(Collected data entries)
-*-
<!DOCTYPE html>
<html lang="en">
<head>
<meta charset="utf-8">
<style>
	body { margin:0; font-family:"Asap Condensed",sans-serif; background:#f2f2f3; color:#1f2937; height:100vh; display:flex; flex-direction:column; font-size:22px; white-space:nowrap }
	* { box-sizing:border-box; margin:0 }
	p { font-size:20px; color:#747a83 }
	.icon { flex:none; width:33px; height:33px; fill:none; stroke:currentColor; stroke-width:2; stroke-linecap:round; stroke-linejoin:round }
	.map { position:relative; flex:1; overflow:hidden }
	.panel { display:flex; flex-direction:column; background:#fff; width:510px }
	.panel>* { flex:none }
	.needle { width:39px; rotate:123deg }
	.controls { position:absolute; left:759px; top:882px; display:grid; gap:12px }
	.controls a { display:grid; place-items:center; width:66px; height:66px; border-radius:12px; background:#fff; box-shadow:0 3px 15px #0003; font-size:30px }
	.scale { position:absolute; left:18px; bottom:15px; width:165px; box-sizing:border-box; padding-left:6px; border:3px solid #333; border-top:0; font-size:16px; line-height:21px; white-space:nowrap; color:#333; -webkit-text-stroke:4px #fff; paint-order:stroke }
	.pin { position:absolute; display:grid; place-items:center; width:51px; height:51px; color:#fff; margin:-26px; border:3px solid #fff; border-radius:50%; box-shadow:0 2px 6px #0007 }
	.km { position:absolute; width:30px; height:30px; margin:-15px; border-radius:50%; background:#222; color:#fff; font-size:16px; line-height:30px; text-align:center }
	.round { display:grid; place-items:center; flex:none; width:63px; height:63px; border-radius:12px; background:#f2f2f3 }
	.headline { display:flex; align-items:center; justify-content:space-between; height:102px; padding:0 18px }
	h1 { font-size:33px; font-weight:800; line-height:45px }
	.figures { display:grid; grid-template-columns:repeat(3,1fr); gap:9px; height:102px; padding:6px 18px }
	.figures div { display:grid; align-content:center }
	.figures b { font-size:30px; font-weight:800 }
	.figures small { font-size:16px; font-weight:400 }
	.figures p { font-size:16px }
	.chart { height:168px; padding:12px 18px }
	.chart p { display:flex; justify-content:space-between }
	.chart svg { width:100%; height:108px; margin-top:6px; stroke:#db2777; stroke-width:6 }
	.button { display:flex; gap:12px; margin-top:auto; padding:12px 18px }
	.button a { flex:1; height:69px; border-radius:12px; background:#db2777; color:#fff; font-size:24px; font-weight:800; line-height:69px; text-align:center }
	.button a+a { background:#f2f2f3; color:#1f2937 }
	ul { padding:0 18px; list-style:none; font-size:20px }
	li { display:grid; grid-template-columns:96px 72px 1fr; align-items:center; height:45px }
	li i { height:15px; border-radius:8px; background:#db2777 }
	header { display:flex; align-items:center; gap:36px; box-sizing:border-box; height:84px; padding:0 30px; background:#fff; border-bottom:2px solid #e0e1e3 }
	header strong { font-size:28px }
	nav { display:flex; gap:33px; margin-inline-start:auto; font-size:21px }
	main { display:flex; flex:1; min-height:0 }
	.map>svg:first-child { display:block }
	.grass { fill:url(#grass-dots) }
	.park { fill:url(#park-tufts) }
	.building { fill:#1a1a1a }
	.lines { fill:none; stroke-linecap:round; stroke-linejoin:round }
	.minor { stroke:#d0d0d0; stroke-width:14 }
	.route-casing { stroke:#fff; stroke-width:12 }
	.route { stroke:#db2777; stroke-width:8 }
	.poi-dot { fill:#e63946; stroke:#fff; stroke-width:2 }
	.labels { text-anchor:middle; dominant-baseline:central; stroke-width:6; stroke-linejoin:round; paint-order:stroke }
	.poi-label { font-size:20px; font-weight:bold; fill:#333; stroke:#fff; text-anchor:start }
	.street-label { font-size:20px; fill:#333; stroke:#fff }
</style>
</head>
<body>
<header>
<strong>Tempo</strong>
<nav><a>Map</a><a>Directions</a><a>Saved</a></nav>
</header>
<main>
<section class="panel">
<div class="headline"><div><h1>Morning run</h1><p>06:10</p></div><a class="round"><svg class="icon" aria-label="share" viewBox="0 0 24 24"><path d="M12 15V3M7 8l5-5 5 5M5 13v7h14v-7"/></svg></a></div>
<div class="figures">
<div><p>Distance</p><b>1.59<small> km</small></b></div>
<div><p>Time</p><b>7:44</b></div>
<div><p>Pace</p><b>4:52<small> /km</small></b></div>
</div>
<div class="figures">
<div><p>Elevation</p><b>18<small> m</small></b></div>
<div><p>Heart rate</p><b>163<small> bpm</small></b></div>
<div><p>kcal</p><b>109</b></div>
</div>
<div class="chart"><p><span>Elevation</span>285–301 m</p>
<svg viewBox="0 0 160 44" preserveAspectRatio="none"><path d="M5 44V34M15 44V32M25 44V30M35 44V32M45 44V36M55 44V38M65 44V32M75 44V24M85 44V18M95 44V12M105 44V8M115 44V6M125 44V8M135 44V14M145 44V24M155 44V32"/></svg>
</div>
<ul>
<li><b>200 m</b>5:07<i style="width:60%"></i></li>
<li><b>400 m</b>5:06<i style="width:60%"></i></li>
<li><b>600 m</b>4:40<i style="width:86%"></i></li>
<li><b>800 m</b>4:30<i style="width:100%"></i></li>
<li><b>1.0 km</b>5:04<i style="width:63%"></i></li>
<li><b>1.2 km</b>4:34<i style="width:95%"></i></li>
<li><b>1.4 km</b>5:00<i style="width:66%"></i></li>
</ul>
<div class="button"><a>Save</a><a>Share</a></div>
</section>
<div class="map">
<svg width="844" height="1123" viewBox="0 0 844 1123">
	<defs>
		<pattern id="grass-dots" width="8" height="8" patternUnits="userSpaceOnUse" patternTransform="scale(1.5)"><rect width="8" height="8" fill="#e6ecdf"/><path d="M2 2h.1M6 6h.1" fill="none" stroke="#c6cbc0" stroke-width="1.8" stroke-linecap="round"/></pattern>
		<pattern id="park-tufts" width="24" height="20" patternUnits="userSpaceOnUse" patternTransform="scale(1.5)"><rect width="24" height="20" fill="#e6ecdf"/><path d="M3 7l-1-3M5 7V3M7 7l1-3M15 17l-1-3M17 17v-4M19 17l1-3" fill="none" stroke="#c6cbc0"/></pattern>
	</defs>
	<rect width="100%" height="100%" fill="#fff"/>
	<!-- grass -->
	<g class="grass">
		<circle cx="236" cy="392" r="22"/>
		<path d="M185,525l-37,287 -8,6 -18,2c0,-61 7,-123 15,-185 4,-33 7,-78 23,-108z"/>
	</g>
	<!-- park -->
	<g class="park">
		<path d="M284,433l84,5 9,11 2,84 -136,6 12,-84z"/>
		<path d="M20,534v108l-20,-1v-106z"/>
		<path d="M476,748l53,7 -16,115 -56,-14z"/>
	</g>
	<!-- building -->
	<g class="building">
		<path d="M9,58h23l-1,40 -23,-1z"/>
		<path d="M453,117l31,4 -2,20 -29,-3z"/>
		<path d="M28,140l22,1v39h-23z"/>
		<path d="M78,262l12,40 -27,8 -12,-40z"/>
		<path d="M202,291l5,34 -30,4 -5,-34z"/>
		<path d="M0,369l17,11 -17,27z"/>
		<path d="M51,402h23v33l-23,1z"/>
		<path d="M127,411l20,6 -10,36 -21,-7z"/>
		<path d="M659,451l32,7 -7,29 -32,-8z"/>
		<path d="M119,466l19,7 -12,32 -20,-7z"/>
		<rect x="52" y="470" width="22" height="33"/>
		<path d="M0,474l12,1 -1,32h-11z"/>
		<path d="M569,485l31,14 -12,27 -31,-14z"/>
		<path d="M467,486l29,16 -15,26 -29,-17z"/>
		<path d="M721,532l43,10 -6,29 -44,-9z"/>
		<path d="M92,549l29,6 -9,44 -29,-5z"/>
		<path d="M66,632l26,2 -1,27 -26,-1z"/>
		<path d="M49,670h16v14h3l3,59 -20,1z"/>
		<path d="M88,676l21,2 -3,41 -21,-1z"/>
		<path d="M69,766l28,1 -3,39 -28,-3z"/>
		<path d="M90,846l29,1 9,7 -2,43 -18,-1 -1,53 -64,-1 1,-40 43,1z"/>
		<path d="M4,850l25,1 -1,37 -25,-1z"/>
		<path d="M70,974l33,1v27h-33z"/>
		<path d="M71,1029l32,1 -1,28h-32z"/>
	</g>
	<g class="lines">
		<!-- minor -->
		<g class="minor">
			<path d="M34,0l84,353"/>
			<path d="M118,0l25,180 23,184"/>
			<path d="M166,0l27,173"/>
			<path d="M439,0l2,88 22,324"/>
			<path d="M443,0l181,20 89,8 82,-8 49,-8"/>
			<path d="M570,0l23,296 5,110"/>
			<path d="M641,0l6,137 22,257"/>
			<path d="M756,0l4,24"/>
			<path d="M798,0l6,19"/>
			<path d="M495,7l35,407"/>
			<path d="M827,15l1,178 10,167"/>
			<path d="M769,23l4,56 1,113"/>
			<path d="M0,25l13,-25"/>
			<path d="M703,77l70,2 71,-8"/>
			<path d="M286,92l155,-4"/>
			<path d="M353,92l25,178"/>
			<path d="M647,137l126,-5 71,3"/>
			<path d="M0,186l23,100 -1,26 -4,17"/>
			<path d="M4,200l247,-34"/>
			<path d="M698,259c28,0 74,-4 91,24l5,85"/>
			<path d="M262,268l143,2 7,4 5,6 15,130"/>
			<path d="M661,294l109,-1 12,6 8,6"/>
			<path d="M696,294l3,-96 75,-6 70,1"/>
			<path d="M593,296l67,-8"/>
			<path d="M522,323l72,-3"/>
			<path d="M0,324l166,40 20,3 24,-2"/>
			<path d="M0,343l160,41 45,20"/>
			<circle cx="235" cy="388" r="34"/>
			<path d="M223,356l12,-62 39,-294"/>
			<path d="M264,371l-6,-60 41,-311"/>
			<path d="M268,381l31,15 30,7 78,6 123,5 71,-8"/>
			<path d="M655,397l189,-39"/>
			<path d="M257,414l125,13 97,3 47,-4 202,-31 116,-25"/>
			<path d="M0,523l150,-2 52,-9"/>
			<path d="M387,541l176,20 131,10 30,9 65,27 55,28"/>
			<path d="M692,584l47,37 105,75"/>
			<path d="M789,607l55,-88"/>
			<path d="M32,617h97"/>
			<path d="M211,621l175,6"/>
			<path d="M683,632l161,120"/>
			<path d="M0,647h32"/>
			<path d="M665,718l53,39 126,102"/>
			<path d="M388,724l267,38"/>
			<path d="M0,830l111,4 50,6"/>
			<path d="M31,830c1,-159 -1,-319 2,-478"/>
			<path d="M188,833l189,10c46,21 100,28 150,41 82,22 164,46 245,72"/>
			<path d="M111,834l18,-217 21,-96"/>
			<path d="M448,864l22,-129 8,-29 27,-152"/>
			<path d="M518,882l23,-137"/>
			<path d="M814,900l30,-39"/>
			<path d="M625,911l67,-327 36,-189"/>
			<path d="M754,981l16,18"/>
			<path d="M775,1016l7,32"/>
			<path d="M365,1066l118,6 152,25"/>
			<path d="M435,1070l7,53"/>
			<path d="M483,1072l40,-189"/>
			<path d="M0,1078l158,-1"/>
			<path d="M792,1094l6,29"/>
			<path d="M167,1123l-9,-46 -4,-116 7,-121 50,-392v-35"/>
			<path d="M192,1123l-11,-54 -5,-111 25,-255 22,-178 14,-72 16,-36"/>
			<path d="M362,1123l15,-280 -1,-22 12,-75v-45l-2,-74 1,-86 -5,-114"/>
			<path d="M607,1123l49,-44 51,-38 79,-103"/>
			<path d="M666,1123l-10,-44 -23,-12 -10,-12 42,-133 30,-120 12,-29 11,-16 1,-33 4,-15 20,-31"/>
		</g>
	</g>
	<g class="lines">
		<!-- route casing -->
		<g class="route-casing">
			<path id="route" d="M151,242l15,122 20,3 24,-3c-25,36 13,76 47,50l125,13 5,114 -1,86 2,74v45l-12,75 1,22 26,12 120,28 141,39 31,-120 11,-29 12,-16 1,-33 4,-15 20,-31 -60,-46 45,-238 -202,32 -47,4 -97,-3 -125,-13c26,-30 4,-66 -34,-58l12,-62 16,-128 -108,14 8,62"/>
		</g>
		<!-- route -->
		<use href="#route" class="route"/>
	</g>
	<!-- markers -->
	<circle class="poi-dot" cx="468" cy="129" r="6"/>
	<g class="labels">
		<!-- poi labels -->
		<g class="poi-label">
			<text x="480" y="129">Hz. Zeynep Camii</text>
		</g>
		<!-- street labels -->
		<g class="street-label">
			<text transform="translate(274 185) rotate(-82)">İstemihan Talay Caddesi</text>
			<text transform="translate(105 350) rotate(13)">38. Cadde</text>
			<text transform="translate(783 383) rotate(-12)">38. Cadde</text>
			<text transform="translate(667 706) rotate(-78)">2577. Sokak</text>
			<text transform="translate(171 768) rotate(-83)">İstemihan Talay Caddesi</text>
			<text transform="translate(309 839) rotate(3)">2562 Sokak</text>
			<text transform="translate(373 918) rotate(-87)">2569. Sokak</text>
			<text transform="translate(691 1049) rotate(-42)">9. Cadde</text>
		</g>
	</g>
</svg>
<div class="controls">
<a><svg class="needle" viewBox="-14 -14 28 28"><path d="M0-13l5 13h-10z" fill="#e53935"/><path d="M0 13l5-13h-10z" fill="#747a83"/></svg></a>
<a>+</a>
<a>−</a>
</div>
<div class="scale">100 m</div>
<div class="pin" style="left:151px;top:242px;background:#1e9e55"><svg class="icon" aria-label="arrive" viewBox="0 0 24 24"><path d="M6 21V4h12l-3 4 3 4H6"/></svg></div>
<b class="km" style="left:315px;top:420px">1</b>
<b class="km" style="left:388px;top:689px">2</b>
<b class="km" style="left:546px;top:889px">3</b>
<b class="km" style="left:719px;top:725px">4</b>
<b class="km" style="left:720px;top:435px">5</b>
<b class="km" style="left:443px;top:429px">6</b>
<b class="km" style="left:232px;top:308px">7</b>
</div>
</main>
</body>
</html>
-*-
> _Task directions_
Reproduce the lines above, beginning at the line with "position:relative; flex:1; overflow:hidden" and stopping after the line with "display:grid; place-items:center; width:66px;", exactly as they are.

> _Completed exercise_
	.map { position:relative; flex:1; overflow:hidden }
	.panel { display:flex; flex-direction:column; background:#fff; width:510px }
	.panel>* { flex:none }
	.needle { width:39px; rotate:123deg }
	.controls { position:absolute; left:759px; top:882px; display:grid; gap:12px }
	.controls a { display:grid; place-items:center; width:66px; height:66px; border-radius:12px; background:#fff; box-shadow:0 3px 15px #0003; font-size:30px }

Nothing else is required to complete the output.